Check the appropriate box below if the Form 8-K filing is intended to simultaneously satisfy the filing obligation of the registrant under any of the following provisions (see General Instruction A.2. below):
Written communications pursuant to Rule 425 under the Securities Act (17 CFR 230.425)
Soliciting material pursuant to Rule 14a-12 under the Exchange Act (17 CFR 240.14a-12)
Pre-commencement communications pursuant to Rule 14d-2(b) under the Exchange Act (17 CFR 240.14d-2(b))
Pre-commencement communications pursuant to Rule 13e-4(c) under the Exchange Act (17 CFR 240.13e-4(c))
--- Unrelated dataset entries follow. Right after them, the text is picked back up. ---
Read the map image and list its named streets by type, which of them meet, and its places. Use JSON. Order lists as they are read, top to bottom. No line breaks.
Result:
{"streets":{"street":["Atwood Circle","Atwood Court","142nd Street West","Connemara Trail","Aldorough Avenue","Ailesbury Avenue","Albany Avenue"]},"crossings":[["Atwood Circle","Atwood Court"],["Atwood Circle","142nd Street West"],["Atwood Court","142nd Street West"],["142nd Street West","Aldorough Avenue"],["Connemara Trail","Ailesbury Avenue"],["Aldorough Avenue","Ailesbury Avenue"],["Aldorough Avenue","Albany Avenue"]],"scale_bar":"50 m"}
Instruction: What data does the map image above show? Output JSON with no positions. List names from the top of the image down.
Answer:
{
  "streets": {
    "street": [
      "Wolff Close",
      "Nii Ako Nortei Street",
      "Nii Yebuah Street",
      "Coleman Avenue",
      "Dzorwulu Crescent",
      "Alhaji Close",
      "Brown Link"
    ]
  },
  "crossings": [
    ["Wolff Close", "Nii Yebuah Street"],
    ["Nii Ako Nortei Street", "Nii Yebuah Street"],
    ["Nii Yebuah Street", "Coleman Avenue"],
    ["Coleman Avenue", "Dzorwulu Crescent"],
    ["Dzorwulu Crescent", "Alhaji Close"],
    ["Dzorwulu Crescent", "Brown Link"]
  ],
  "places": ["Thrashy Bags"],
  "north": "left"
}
Securities registered pursuant to Section 12(b) of the Act:
Title of Each ClassTrading SymbolName of Exchange on which Registered
Common Stock, par value
$0.0001 per share
LASRThe Nasdaq Stock Market LLC

Indicate by check mark whether the registrant is an emerging growth company as defined in Rule 405 of the Securities Act of 1933 (§230.405 of this chapter) or Rule 12b-2 of the Securities Exchange Act of 1934 (§240.12b-2 of this chapter).
                                     Emerging growth company 

If an emerging growth company, indicate by check mark if the registrant has elected not to use the extended transition period for complying with any new or revised financial accounting standards provided pursuant to Section 13(a) of the Exchange Act. ☐



Item 5.03 Amendments to Articles of Incorporation or Bylaws; Change in Fiscal Year.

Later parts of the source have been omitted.